#### [Requirement]
Every entry below should appear in the answer exactly as written, apart from the pictures.

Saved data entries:
-=-=-

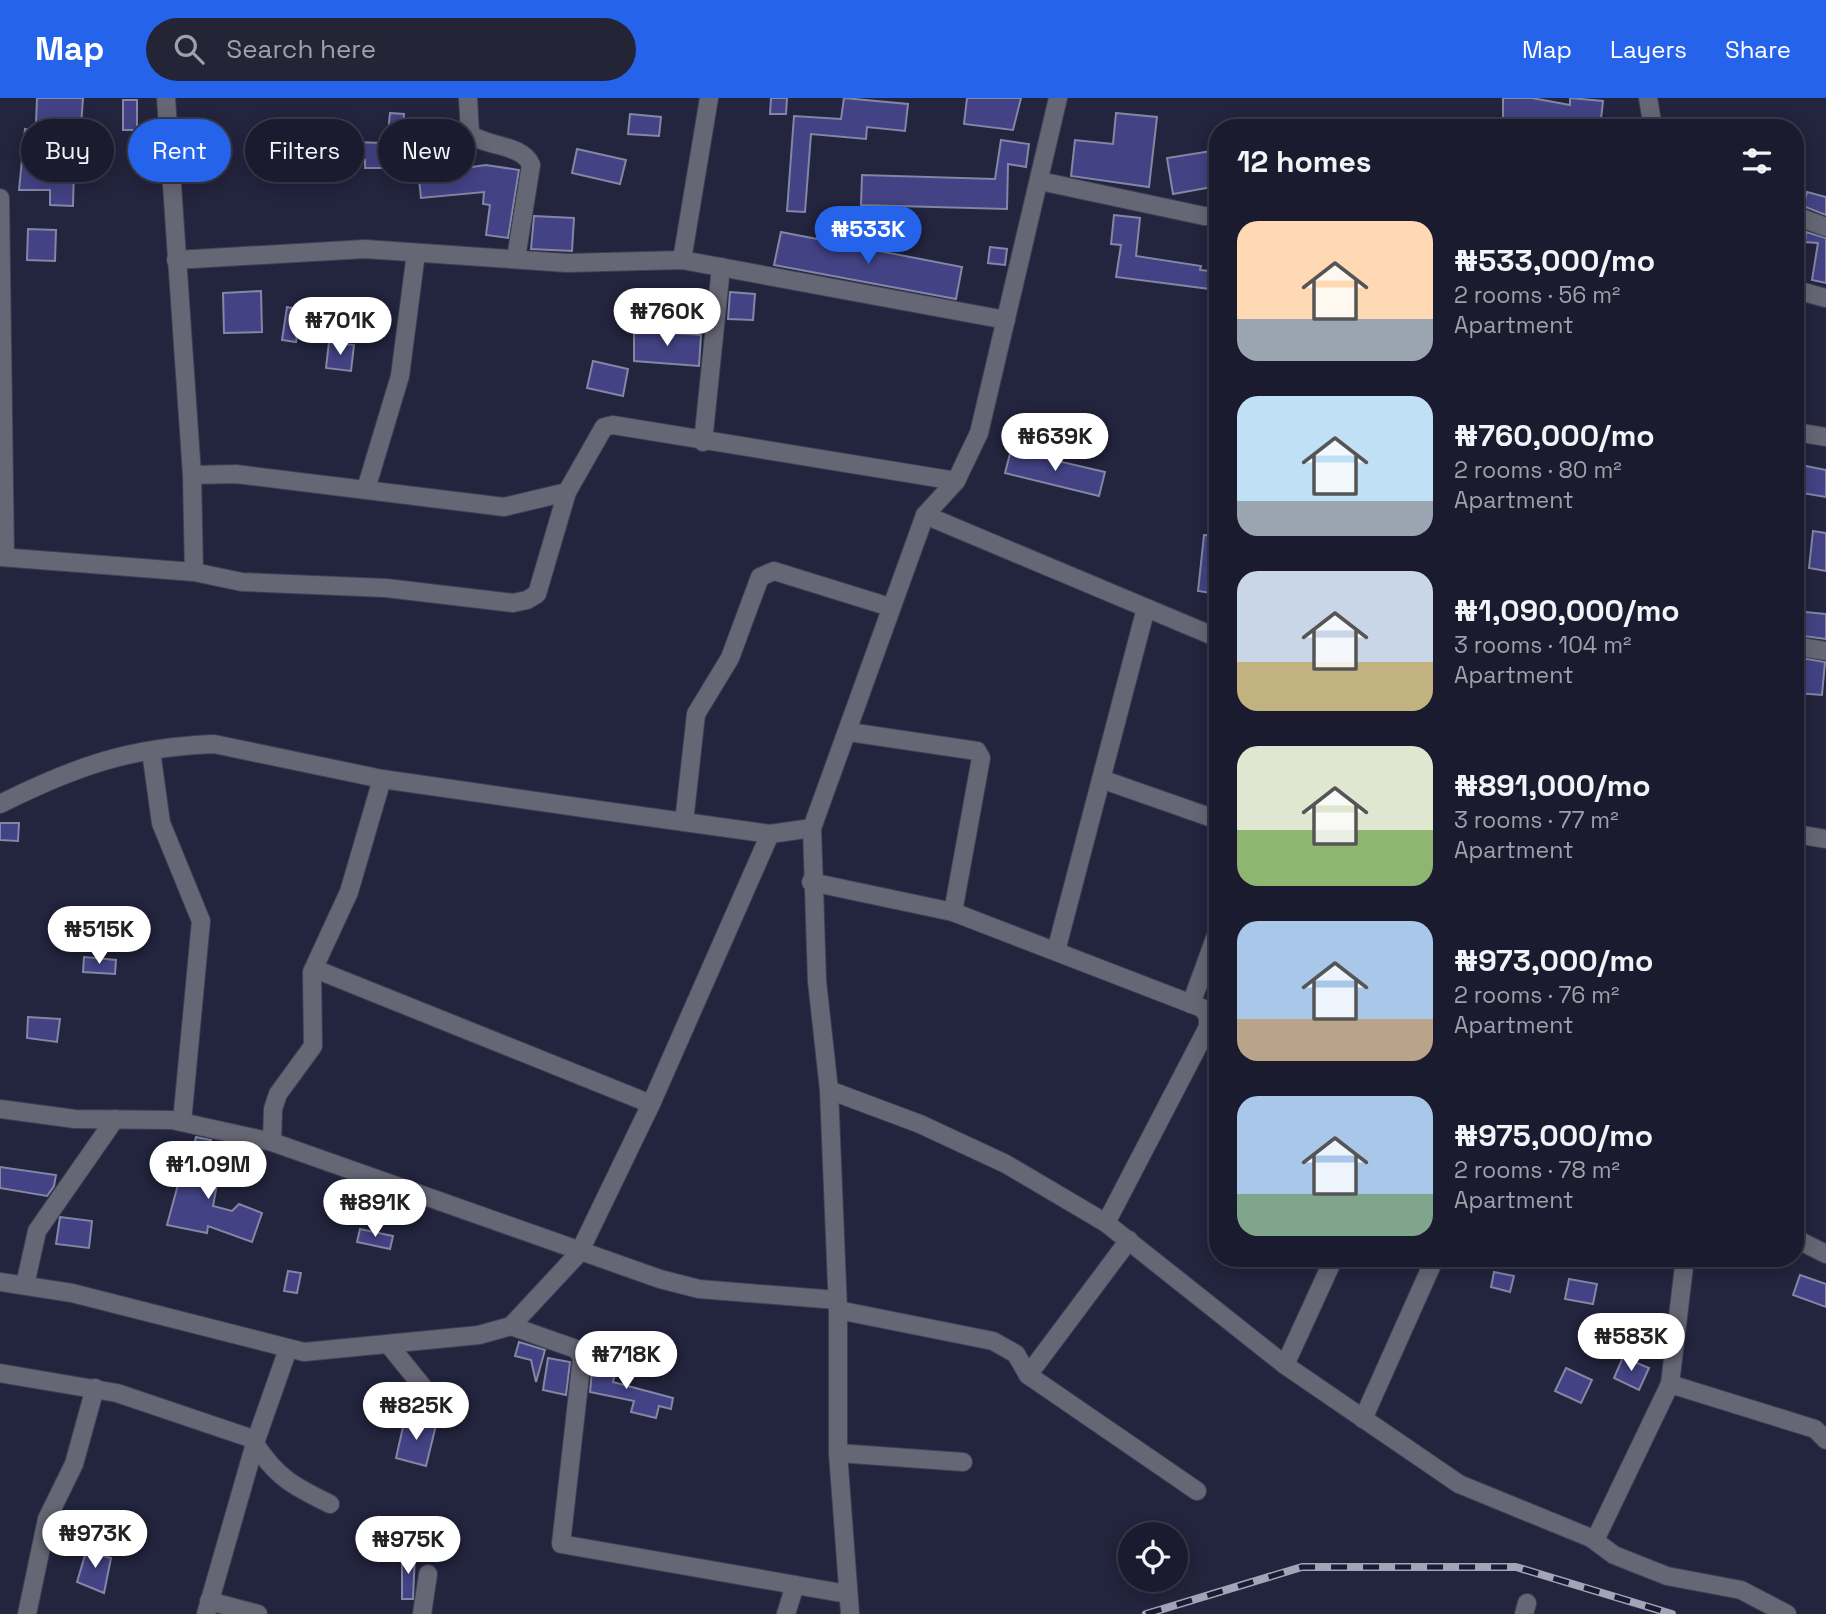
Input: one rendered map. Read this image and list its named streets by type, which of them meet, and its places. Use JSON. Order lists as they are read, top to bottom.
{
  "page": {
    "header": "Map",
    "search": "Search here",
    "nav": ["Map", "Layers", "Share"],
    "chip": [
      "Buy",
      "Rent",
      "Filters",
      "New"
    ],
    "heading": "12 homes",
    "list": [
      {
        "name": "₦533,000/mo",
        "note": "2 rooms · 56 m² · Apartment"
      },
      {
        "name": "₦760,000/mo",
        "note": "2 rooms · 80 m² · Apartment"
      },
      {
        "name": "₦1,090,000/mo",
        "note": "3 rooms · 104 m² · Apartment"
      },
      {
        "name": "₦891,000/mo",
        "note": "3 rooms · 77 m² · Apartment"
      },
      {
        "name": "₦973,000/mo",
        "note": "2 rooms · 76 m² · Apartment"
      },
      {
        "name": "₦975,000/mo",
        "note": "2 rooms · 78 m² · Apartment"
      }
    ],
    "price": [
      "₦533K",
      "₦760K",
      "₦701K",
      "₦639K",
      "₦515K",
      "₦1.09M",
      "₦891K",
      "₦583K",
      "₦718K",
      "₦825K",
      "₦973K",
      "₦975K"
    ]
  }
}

-=-=-

#### [Answer area]
Input: one rendered map. Read this image and list its named streets by type, which of them meet, and its places. Use JSON. Order lists as they are read, top to bottom.
{
  "page": {
    "header": "Map",
    "search": "Search here",
    "nav": ["Map", "Layers", "Share"],
    "chip": [
      "Buy",
      "Rent",
      "Filters",
      "New"
    ],
    "heading": "12 homes",
    "list": [
      {
        "name": "₦533,000/mo",
        "note": "2 rooms · 56 m² · Apartment"
      },
      {
        "name": "₦760,000/mo",
        "note": "2 rooms · 80 m² · Apartment"
      },
      {
        "name": "₦1,090,000/mo",
        "note": "3 rooms · 104 m² · Apartment"
      },
      {
        "name": "₦891,000/mo",
        "note": "3 rooms · 77 m² · Apartment"
      },
      {
        "name": "₦973,000/mo",
        "note": "2 rooms · 76 m² · Apartment"
      },
      {
        "name": "₦975,000/mo",
        "note": "2 rooms · 78 m² · Apartment"
      }
    ],
    "price": [
      "₦533K",
      "₦760K",
      "₦701K",
      "₦639K",
      "₦515K",
      "₦1.09M",
      "₦891K",
      "₦583K",
      "₦718K",
      "₦825K",
      "₦973K",
      "₦975K"
    ]
  }
}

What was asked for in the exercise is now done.